Owing to the small number of participants enrolled, the study was not adequately powered to draw statistical inferences from the results. Further, as participants could choose which maintenance regimen they received, POLAR was nonrandomized and, therefore, the numbers of participants differed greatly between comparator arms. As a result, comparisons between CAB+RPV long-acting and DTG/RPV cannot be drawn and any differences in results must be interpreted within this context. In addition, all participants had completed more than 300 weeks of oral CAB+RPV therapy prior to study entry and are therefore a highly selected population comprising participants with established efficacy with, and tolerability to, CAB+RPV. This caveat limits the generalizability of the findings to a wider population initiating CAB+RPV long-acting as a novel regimen. The small number of females (sex at birth) in the study should also be considered in the interpretation of the findings. The design of the study prevented blinding, which could influence the reporting of adverse events and patient-reported outcomes; however, this would not affect the efficacy findings, which were based on objective measurements of viral load.

Conclusion

Injectable CAB+RPV long-acting, administered Q2M, maintained high levels of virologic suppression in participants previously treated with oral CAB+RPV, with no participants having virologic nonresponse or meeting the CVF criterion through Month 12 of the POLAR study.

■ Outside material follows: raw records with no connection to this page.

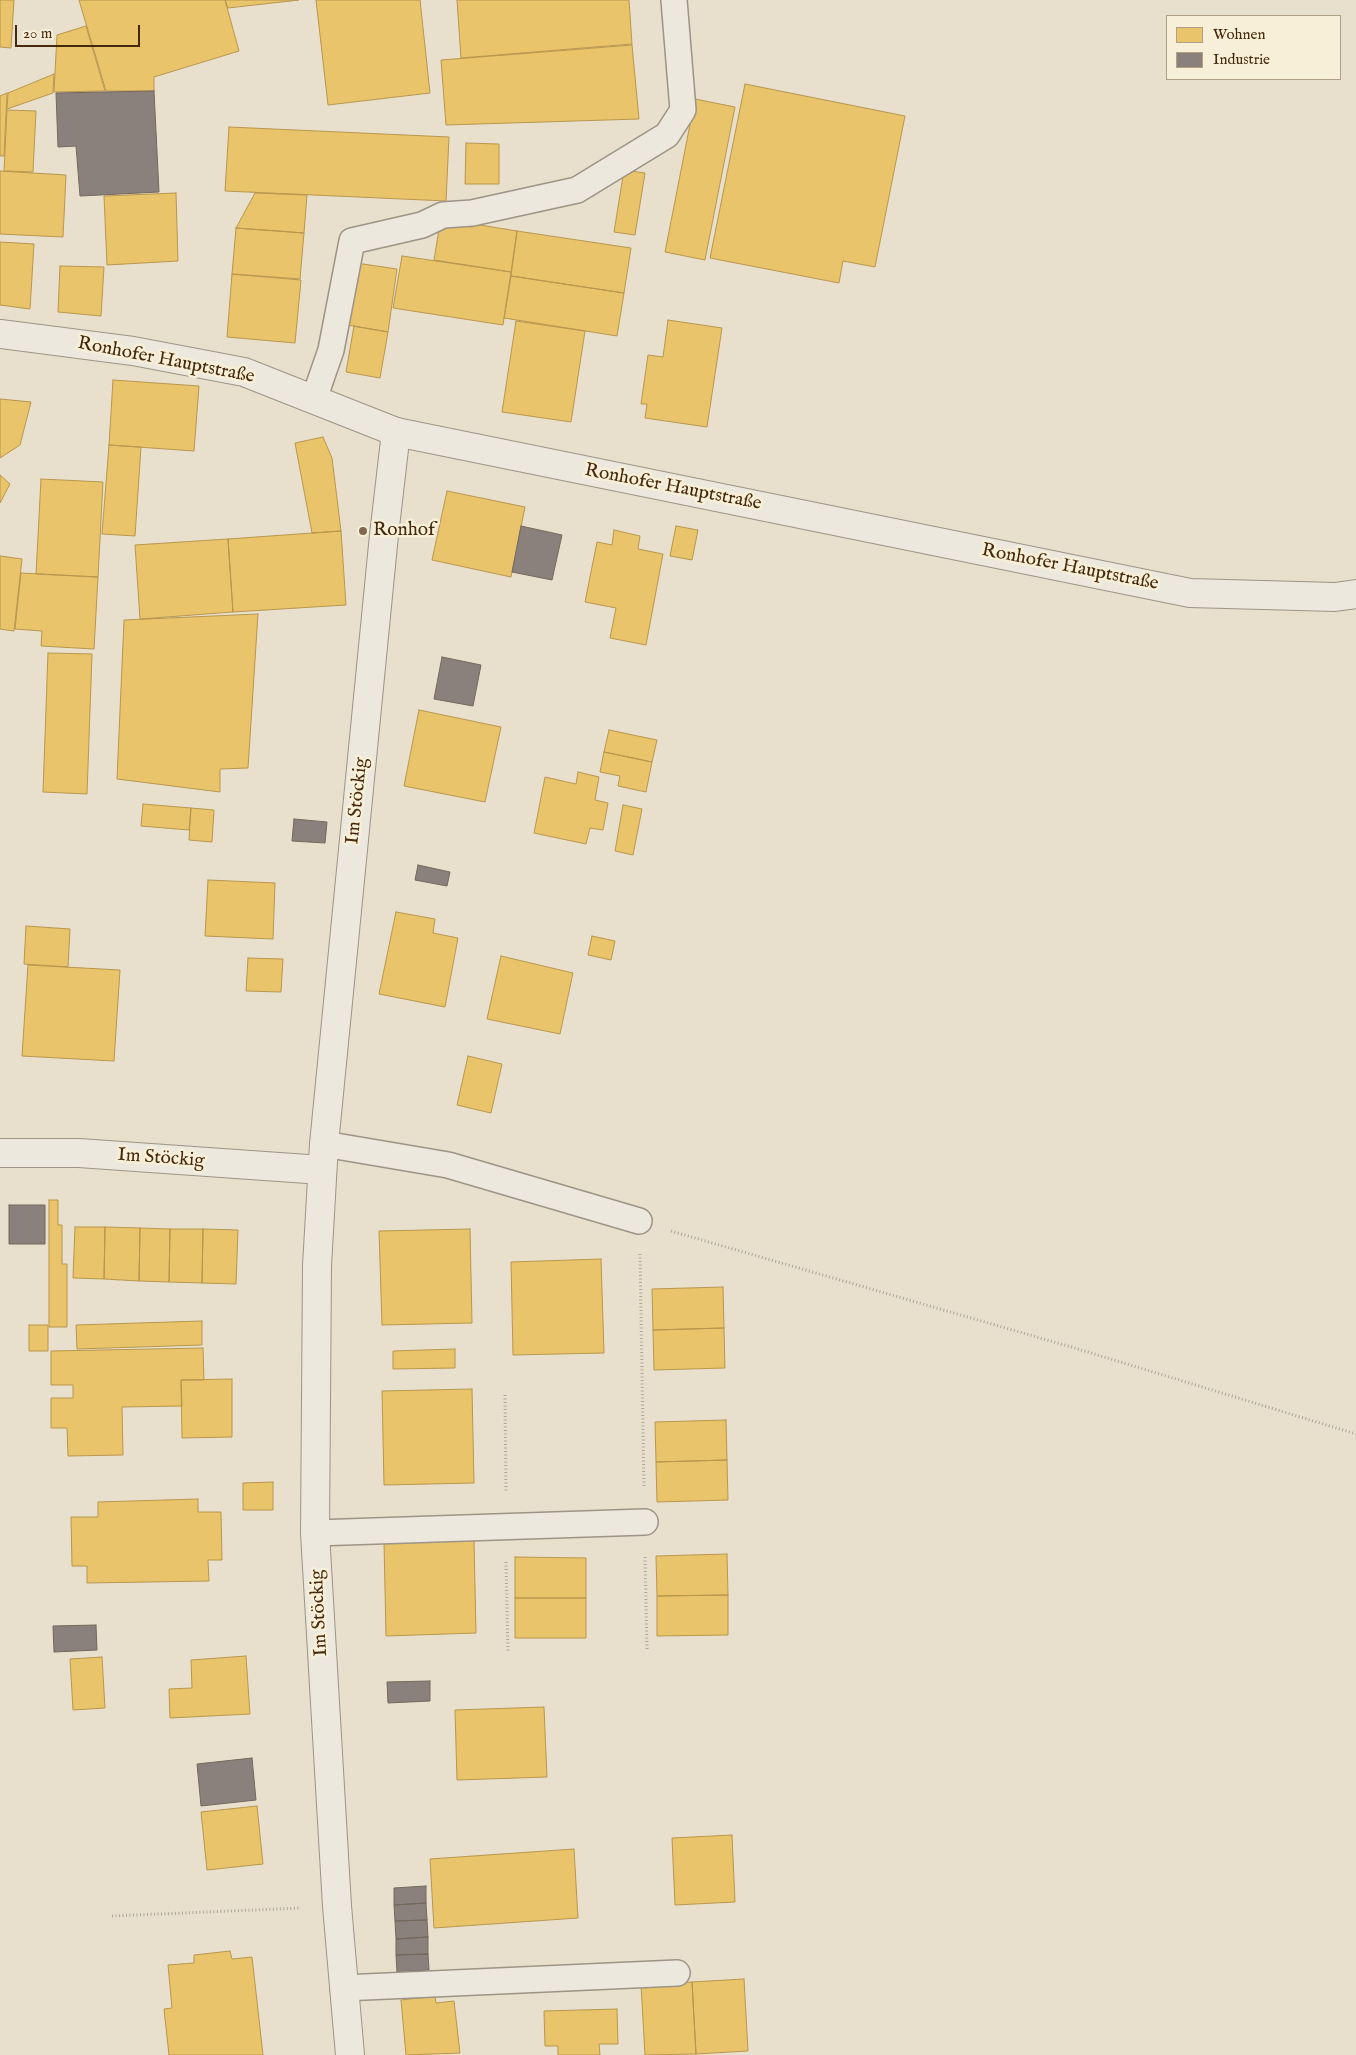 <!DOCTYPE html>
<meta charset="utf-8">
<style>
body{margin:0}
#map{position:relative;width:1356px;height:2055px;overflow:hidden;background:#e8e0cc;font-family:"IM FELL English",serif}
canvas{display:block}
.legend{position:absolute;left:1166px;top:15px;width:175px;height:65px;box-sizing:border-box;background:#f7efd7;border:1px solid #b0a086;margin:0;padding:6px 9px;list-style:none;font-size:15px;color:#46290d}
.legend li{display:flex;align-items:center;gap:10px;height:25px}
.legend b{width:25px;border:1px solid #b0a086}
.scale{position:absolute;left:15px;top:25px;width:125px;height:22px;box-sizing:border-box;border:2px solid #46290d;border-top:0;padding-left:6px;font-size:15px;line-height:18px;white-space:nowrap;color:#46290d;-webkit-text-stroke:4px #f7efd7;paint-order:stroke}
</style>
<div id="map">
<canvas width="1356" height="2055"></canvas>
<ul class="legend">
<li><b style="height:14px;background:#e9c46a"></b>Wohnen</li>
<li><b style="height:14px;background:#8a817c"></b>Industrie</li>
</ul>
<div class="scale">20 m</div>
</div>
<script>
const g = document.querySelector('canvas').getContext('2d');
g.lineJoin = 'round';
function paint(path, color) {
  g.fillStyle = color;
  g.fill(path, 'evenodd');
}
function poly(rows) {
  const path = new Path2D();
  for (const r of rows) {
    path.moveTo(r[0], r[1]);
    for (let i = 2; i < r.length; i += 2) path.lineTo(r[i], r[i + 1]);
  }
  return path;
}
function trace(path, color, width, dash) {
  g.strokeStyle = color;
  g.lineWidth = width;
  g.lineCap = dash ? 'butt' : 'round';
  g.setLineDash(dash || []);
  g.stroke(path);
}
function drawText(font, color, halo, rows, align = 'center') {
  g.font = font + ' "IM FELL English",serif';
  g.lineWidth = 5;
  g.setLineDash([]);
  g.textBaseline = 'middle';
  g.strokeStyle = halo;
  g.fillStyle = color;
  for (const [text, x, y, turn = 0] of rows) {
    g.save();
    g.translate(x, y);
    g.rotate((+turn || 0) * Math.PI / 180);
    g.textAlign = isNaN(turn) ? turn : align;
    if (halo) g.strokeText(text, 0, 0);
    g.fillText(text, 0, 0);
    g.restore();
  }
}
const homes = poly([
 [0,0,14,0,11,48,0,47,0,0],
 [79,0,225,0,239,51,154,77,154,91,106,91,79,0],
 [225,0,299,0,228,8,225,0],
 [316,0,420,0,430,93,328,105,316,0],
 [457,0,629,0,632,44,461,58,457,0],
 [86,26,105,91,54,92,57,35,86,26],
 [632,45,639,119,446,125,441,60,632,45],
 [54,74,53,93,7,109,8,93,54,74],
 [745,84,905,116,875,267,843,261,839,283,710,258,745,84],
 [7,93,4,156,0,156,0,96,7,93],
 [695,99,735,107,705,260,665,252,695,99],
 [7,110,36,111,33,172,4,171,7,110],
 [229,127,449,137,446,201,225,191,229,127],
 [466,143,499,144,499,184,465,184,466,143],
 [624,170,645,173,635,235,614,232,624,170],
 [0,171,66,175,63,237,0,234,0,171],
 [176,193,178,261,107,265,104,196,176,193],
 [255,193,307,195,304,233,236,228,255,193],
 [440,223,473,227,474,224,517,231,511,272,434,260,440,223],
 [236,228,304,233,300,279,232,274,236,228],
 [517,231,631,248,624,293,511,276,517,231],
 [0,242,34,244,30,309,0,305,0,242],
 [402,256,511,272,503,325,393,308,402,256],
 [356,263,397,269,388,332,347,325,356,263],
 [60,266,104,267,101,316,58,312,60,266],
 [232,274,301,280,295,343,227,337,232,274],
 [511,276,624,293,617,336,504,318,511,276],
 [668,320,722,328,707,427,645,418,647,404,641,404,648,355,663,357,668,320],
 [516,321,585,331,571,422,502,412,516,321],
 [354,326,388,332,380,378,346,372,354,326],
 [113,380,199,386,194,451,109,445,113,380],
 [0,399,31,402,20,445,0,458,0,399],
 [323,437,332,458,341,531,312,533,295,443,323,437],
 [109,445,141,447,135,536,102,534,109,445],
 [0,475,10,484,0,503,0,475],
 [41,479,103,482,98,577,36,574,41,479],
 [447,491,525,507,511,577,432,560,447,491],
 [676,526,698,530,692,560,670,556,676,526],
 [614,530,640,536,638,549,663,554,646,645,610,638,616,608,585,602,597,542,612,545,614,530],
 [341,531,346,605,233,612,228,539,341,531],
 [228,539,233,612,140,619,135,545,228,539],
 [0,556,22,559,14,631,0,629,0,556],
 [21,573,98,577,94,649,41,646,42,631,15,629,21,573],
 [258,614,248,768,220,769,220,792,117,779,124,620,258,614],
 [48,653,92,654,87,794,43,792,48,653],
 [419,710,501,727,485,802,404,786,419,710],
 [609,730,657,740,652,762,604,752,609,730],
 [604,752,652,762,646,792,618,786,620,776,600,772,604,752],
 [578,772,599,777,595,800,608,803,603,830,590,828,586,844,534,833,545,777,576,784,578,772],
 [143,804,191,808,189,830,141,826,143,804],
 [623,805,642,809,633,855,615,851,623,805],
 [191,808,214,810,212,842,189,840,191,808],
 [208,880,275,883,273,939,205,936,208,880],
 [396,912,435,919,433,933,458,938,445,1007,379,994,396,912],
 [26,926,70,929,68,967,24,964,26,926],
 [592,936,615,941,611,960,588,955,592,936],
 [501,956,573,973,560,1034,487,1019,501,956],
 [248,958,283,959,281,992,246,991,248,958],
 [28,965,120,970,114,1061,22,1056,28,965],
 [468,1056,502,1064,491,1113,457,1105,468,1056],
 [49,1200,58,1200,58,1225,62,1225,62,1264,67,1264,67,1327,49,1327,49,1200],
 [75,1227,105,1227,104,1279,73,1278,75,1227],
 [105,1227,140,1228,139,1281,104,1279,105,1227],
 [140,1228,170,1229,169,1282,139,1281,140,1228],
 [170,1229,203,1229,202,1283,169,1282,170,1229],
 [203,1229,238,1230,236,1284,202,1283,203,1229],
 [470,1229,472,1323,382,1325,379,1231,470,1229],
 [601,1259,604,1353,513,1355,511,1262,601,1259],
 [723,1287,724,1328,653,1330,652,1289,723,1287],
 [202,1321,202,1345,77,1349,76,1325,202,1321],
 [29,1325,48,1325,48,1351,29,1351,29,1325],
 [724,1328,725,1368,654,1370,653,1330,724,1328],
 [203,1348,204,1380,181,1380,182,1406,122,1407,123,1455,68,1456,67,1428,51,1428,51,1398,73,1398,73,1385,51,1385,51,1351,203,1348],
 [455,1349,455,1368,393,1369,393,1351,455,1349],
 [232,1379,232,1437,182,1438,181,1380,232,1379],
 [472,1389,474,1483,384,1485,382,1391,472,1389],
 [726,1420,727,1460,656,1462,655,1422,726,1420],
 [727,1460,728,1500,657,1502,656,1462,727,1460],
 [273,1482,273,1510,243,1510,243,1483,273,1482],
 [198,1499,198,1512,221,1512,222,1560,208,1560,209,1581,87,1583,87,1566,72,1566,71,1517,98,1517,98,1502,198,1499],
 [474,1540,476,1633,386,1636,384,1542,474,1540],
 [727,1554,728,1595,657,1596,656,1556,727,1554],
 [515,1557,586,1558,586,1598,515,1598,515,1557],
 [728,1595,728,1635,657,1636,657,1596,728,1595],
 [515,1598,586,1598,586,1638,515,1638,515,1598],
 [246,1656,250,1714,170,1718,169,1689,192,1688,191,1660,246,1656],
 [102,1657,105,1708,73,1710,70,1659,102,1657],
 [544,1707,547,1777,457,1780,455,1710,544,1707],
 [257,1806,263,1864,207,1870,201,1812,257,1806],
 [732,1835,735,1902,675,1905,672,1838,732,1835],
 [574,1849,578,1918,434,1928,430,1859,574,1849],
 [230,1951,232,1959,252,1957,263,2055,169,2055,164,2009,172,2008,168,1965,194,1963,194,1955,230,1951],
 [744,1979,748,2051,696,2054,692,1982,744,1979],
 [692,1982,696,2054,645,2055,641,1985,692,1982],
 [435,1996,436,2003,454,2001,460,2053,406,2055,401,2000,435,1996],
 [617,2009,618,2044,599,2044,600,2055,558,2055,558,2046,545,2046,544,2011,617,2009]
]);
paint(homes, '#e9c46a');
trace(homes, '#b8964e', 1);
const industry = poly([
 [154,91,159,192,80,196,76,146,58,147,56,93,154,91],
 [521,526,562,535,552,580,512,572,521,526],
 [442,657,481,665,473,706,434,699,442,657],
 [294,819,327,822,325,843,292,841,294,819],
 [418,865,450,872,447,886,415,880,418,865],
 [9,1205,45,1205,45,1244,9,1244,9,1205],
 [96,1625,97,1650,54,1652,53,1626,96,1625],
 [430,1681,430,1701,388,1703,387,1682,430,1681],
 [252,1758,256,1800,201,1806,197,1764,252,1758],
 [426,1886,426,1903,394,1905,394,1888,426,1886],
 [426,1903,427,1920,395,1921,394,1905,426,1903],
 [427,1920,428,1937,396,1939,395,1921,427,1920],
 [428,1937,428,1954,396,1955,396,1939,428,1937],
 [428,1954,429,1970,397,1972,396,1955,428,1954]
]);
paint(industry, '#8a817c');
trace(industry, '#76675b', 1);
const service = poly([
 [314,399,331,350,352,241,422,225,443,215,472,213,577,190,667,135,683,110,674,0],
 [324,1144,448,1165,639,1221],
 [315,1533,645,1522],
 [343,1988,677,1973]
]);
const minor = poly([
 [0,334,133,351,244,372,396,432,1190,593,1335,597,1356,594],
 [0,1153,79,1153,322,1170]
]);
const tertiary = poly([
 [350,2055,337,1906,315,1533,317,1266,324,1144,384,535,396,432]
]);
trace(service, '#9d9486', 28);
trace(minor, '#9d9486', 30);
trace(tertiary, '#9d9486', 30);
trace(poly([
 [671,1231,1078,1349,1356,1434],
 [640,1254,644,1488],
 [505,1395,506,1493],
 [645,1557,647,1649],
 [506,1562,508,1653],
 [112,1916,301,1908]
]), '#aca79c', 3, [1, 2.5]);
trace(service, '#ece8de', 25);
trace(minor, '#ece8de', 28);
trace(tertiary, '#ece8de', 28);
for (const [x, y, r, color] of [
 [363,531,5,"#7f6950"]
]) {
  const dot = new Path2D();
  dot.arc(x, y, r, 0, 2 * Math.PI);
  g.fillStyle = color;
  g.fill(dot);
  trace(dot, '#f7efd7', 2);
}
drawText('19px', '#46290d', '#f7efd7', [
 ["Ronhofer Hauptstraße",166,361,11],
 ["Ronhofer Hauptstraße",673,488,11],
 ["Ronhofer Hauptstraße",1070,568,11],
 ["Im Stöckig",358,801,-84],
 ["Im Stöckig",161,1159,4],
 ["Im Stöckig",320,1613,-93]
]);
drawText('19px', '#46290d', '#f7efd7', [
 ["Ronhof",373,531]
], 'left');
</script>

The injectable CAB+RPV long-acting regimen was well tolerated and preferred over oral therapy by this treatment-experienced cohort, who had previously received daily oral CAB+RPV for at least 5 years in the LATTE study. Taken together, these results complement the results observed in larger Phase 3 studies evaluating the injectable regimen and support CAB+RPV long-acting as an efficacious and well-tolerated Q2M maintenance therapy for PWH.